Assigned task
Using the records that appear below, write out exactly the lines from the one with "function paint(path, color)" through the one with "[459,187,466,229,456,231,448,189]", keeping both end lines.

- Opening Delimiter -

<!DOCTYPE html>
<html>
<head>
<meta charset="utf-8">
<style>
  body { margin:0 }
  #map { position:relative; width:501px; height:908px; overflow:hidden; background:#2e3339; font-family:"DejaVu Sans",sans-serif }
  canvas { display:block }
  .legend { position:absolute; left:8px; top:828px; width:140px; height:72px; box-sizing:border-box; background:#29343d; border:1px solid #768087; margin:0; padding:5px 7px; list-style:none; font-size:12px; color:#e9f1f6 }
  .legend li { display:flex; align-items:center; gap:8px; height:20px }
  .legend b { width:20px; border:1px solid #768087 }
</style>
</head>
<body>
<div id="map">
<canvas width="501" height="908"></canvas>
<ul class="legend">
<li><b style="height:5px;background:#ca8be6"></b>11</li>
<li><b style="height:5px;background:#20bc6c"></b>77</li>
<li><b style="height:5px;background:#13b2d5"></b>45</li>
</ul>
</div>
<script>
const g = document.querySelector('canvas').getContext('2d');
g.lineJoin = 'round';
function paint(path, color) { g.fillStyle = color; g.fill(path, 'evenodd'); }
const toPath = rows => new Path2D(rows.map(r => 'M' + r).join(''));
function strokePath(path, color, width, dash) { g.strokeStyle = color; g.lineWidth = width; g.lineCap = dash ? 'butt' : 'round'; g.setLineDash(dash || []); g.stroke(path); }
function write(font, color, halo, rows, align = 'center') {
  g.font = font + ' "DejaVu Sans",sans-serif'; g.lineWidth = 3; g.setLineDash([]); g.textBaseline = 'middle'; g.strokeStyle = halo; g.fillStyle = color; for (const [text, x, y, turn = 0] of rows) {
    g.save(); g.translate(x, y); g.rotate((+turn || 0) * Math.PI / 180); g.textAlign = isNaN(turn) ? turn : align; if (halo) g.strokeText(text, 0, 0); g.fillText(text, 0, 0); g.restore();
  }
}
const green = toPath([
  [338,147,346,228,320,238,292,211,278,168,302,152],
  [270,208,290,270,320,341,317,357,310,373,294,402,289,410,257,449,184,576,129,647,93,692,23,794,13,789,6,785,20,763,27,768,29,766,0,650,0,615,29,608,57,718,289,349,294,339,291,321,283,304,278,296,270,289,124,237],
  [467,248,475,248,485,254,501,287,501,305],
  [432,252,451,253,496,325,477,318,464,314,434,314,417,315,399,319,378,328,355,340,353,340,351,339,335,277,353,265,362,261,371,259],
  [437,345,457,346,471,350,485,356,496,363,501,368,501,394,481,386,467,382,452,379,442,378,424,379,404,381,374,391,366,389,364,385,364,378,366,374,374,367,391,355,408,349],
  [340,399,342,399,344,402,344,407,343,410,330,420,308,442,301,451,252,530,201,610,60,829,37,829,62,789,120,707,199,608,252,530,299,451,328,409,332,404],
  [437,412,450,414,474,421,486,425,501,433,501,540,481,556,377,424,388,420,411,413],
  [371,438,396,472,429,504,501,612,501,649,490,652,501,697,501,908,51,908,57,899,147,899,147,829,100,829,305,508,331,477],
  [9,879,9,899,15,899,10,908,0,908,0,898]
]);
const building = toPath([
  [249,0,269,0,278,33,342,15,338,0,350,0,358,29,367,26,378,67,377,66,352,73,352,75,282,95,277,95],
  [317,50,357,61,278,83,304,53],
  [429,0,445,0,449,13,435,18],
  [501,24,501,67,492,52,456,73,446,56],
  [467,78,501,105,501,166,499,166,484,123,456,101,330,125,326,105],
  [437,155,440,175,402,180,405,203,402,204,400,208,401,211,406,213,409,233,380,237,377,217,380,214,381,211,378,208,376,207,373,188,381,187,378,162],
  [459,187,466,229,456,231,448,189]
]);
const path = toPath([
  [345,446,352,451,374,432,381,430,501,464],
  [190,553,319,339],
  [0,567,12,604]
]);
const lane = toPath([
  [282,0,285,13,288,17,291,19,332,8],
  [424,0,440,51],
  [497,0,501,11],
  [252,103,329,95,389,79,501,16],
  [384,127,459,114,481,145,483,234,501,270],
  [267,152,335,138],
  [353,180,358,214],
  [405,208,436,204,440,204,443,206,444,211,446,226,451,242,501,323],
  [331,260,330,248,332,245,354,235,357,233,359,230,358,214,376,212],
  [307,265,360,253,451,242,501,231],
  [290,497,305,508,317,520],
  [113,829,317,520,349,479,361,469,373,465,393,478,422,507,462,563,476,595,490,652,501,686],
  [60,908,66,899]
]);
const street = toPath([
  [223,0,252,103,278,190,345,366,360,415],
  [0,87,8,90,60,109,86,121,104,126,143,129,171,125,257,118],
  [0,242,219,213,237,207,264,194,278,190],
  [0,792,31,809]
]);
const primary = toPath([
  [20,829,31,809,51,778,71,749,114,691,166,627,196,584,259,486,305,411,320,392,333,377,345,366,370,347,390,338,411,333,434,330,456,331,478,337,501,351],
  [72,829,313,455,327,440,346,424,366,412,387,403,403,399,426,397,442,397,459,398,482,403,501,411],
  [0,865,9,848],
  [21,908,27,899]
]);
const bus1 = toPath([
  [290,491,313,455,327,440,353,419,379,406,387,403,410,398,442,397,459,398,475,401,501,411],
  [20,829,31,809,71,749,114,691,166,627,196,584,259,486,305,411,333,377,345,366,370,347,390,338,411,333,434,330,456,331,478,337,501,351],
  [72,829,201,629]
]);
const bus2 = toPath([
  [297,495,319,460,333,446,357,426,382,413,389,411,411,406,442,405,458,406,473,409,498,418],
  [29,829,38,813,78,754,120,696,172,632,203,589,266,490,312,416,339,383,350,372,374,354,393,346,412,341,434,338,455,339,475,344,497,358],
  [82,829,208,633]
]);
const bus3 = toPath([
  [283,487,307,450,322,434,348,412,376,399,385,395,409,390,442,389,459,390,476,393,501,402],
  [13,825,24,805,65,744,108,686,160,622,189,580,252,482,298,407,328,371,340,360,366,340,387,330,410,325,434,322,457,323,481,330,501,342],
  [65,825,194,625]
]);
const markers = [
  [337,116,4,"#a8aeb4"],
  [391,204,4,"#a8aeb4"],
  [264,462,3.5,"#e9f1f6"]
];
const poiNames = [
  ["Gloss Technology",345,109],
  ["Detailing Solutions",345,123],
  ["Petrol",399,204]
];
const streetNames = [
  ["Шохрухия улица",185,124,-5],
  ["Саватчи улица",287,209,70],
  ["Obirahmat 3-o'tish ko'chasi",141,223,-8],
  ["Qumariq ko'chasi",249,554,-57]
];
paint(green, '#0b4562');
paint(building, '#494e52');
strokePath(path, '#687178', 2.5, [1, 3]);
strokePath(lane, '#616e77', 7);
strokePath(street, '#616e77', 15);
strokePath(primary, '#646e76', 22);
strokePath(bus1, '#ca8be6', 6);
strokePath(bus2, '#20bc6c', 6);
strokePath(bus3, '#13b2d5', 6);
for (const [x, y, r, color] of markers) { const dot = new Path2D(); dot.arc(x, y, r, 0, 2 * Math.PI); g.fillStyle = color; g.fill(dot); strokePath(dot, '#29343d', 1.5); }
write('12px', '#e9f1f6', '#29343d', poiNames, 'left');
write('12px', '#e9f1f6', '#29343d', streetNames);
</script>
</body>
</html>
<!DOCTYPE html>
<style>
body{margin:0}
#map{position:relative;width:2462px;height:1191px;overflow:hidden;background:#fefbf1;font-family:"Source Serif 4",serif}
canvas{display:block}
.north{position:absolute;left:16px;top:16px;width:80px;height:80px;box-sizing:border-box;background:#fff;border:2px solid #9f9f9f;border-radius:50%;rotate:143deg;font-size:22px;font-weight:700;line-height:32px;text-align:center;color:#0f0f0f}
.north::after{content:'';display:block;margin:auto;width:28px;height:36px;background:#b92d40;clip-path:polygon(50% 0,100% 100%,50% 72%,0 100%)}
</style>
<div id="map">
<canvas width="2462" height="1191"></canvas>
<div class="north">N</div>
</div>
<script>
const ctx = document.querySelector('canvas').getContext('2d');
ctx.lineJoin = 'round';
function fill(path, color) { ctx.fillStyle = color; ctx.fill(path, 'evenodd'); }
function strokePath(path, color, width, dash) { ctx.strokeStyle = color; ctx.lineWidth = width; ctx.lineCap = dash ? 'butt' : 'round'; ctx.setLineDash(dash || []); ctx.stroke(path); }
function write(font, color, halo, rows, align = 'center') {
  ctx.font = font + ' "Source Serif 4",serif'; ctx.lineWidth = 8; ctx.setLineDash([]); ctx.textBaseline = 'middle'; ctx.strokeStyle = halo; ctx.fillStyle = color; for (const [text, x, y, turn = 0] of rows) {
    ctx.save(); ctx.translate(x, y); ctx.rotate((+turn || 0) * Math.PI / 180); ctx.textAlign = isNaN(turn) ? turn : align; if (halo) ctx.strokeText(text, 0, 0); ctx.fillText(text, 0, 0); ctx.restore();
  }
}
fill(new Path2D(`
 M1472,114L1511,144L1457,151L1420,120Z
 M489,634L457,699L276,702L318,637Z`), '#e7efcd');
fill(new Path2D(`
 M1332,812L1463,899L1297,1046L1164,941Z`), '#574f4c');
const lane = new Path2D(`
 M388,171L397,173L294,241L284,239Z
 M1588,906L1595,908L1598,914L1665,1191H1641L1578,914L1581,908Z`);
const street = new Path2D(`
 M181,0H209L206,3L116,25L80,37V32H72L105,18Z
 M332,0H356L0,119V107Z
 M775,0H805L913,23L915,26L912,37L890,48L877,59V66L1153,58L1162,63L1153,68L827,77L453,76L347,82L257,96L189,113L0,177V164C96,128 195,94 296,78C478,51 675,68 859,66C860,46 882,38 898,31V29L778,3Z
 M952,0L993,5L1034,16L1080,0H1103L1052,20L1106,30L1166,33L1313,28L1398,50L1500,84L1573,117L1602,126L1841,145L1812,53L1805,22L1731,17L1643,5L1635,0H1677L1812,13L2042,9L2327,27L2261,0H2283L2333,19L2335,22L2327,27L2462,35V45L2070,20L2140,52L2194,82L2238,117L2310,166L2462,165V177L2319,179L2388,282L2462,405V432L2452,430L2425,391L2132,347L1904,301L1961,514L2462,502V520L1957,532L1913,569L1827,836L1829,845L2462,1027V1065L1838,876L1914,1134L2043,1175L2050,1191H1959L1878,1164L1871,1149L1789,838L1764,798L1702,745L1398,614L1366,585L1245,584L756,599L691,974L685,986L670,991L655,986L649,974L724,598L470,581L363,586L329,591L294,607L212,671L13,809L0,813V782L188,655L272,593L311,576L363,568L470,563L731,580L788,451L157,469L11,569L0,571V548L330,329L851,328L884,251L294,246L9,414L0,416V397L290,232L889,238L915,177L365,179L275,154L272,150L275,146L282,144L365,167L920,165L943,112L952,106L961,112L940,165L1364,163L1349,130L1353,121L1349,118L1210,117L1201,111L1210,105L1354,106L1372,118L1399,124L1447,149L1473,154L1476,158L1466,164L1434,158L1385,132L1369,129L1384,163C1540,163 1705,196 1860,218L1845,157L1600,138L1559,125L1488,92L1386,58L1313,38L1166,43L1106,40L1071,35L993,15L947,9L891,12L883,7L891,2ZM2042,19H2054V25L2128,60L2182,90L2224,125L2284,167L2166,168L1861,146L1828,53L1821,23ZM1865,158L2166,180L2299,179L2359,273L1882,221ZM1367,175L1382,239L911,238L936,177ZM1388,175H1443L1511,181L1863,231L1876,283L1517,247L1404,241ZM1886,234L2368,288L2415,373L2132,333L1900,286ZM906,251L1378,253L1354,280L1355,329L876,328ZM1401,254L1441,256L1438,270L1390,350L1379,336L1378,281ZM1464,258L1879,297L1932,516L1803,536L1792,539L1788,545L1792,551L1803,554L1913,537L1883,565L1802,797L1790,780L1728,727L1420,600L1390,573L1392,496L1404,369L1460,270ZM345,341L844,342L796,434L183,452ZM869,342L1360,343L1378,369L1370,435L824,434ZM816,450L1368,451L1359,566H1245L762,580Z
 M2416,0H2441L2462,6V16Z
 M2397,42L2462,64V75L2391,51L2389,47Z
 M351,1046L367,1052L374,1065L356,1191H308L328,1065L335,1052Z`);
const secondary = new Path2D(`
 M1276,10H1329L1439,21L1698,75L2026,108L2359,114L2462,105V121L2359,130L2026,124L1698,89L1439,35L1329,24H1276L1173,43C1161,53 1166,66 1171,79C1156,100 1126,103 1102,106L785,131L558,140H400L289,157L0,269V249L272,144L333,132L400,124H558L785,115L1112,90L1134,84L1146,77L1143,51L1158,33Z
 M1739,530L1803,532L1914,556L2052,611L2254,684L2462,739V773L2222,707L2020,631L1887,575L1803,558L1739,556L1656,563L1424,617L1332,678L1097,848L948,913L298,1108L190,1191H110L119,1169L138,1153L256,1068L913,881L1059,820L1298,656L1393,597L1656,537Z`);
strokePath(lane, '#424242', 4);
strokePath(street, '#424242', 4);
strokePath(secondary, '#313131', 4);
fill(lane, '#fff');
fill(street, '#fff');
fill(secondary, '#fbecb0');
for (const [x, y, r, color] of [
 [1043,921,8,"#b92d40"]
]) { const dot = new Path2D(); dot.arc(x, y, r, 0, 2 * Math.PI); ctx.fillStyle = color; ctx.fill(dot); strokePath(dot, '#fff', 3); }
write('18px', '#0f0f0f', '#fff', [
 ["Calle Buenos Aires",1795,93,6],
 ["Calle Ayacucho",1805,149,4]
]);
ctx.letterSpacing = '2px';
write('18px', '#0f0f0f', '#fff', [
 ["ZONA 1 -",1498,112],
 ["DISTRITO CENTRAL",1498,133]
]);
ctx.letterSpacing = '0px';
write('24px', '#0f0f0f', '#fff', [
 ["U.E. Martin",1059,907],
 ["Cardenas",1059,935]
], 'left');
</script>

- Closing Delimiter -

Result of the task
function paint(path, color) { g.fillStyle = color; g.fill(path, 'evenodd'); }
const toPath = rows => new Path2D(rows.map(r => 'M' + r).join(''));
function strokePath(path, color, width, dash) { g.strokeStyle = color; g.lineWidth = width; g.lineCap = dash ? 'butt' : 'round'; g.setLineDash(dash || []); g.stroke(path); }
function write(font, color, halo, rows, align = 'center') {
  g.font = font + ' "DejaVu Sans",sans-serif'; g.lineWidth = 3; g.setLineDash([]); g.textBaseline = 'middle'; g.strokeStyle = halo; g.fillStyle = color; for (const [text, x, y, turn = 0] of rows) {
    g.save(); g.translate(x, y); g.rotate((+turn || 0) * Math.PI / 180); g.textAlign = isNaN(turn) ? turn : align; if (halo) g.strokeText(text, 0, 0); g.fillText(text, 0, 0); g.restore();
  }
}
const green = toPath([
  [338,147,346,228,320,238,292,211,278,168,302,152],
  [270,208,290,270,320,341,317,357,310,373,294,402,289,410,257,449,184,576,129,647,93,692,23,794,13,789,6,785,20,763,27,768,29,766,0,650,0,615,29,608,57,718,289,349,294,339,291,321,283,304,278,296,270,289,124,237],
  [467,248,475,248,485,254,501,287,501,305],
  [432,252,451,253,496,325,477,318,464,314,434,314,417,315,399,319,378,328,355,340,353,340,351,339,335,277,353,265,362,261,371,259],
  [437,345,457,346,471,350,485,356,496,363,501,368,501,394,481,386,467,382,452,379,442,378,424,379,404,381,374,391,366,389,364,385,364,378,366,374,374,367,391,355,408,349],
  [340,399,342,399,344,402,344,407,343,410,330,420,308,442,301,451,252,530,201,610,60,829,37,829,62,789,120,707,199,608,252,530,299,451,328,409,332,404],
  [437,412,450,414,474,421,486,425,501,433,501,540,481,556,377,424,388,420,411,413],
  [371,438,396,472,429,504,501,612,501,649,490,652,501,697,501,908,51,908,57,899,147,899,147,829,100,829,305,508,331,477],
  [9,879,9,899,15,899,10,908,0,908,0,898]
]);
const building = toPath([
  [249,0,269,0,278,33,342,15,338,0,350,0,358,29,367,26,378,67,377,66,352,73,352,75,282,95,277,95],
  [317,50,357,61,278,83,304,53],
  [429,0,445,0,449,13,435,18],
  [501,24,501,67,492,52,456,73,446,56],
  [467,78,501,105,501,166,499,166,484,123,456,101,330,125,326,105],
  [437,155,440,175,402,180,405,203,402,204,400,208,401,211,406,213,409,233,380,237,377,217,380,214,381,211,378,208,376,207,373,188,381,187,378,162],
  [459,187,466,229,456,231,448,189]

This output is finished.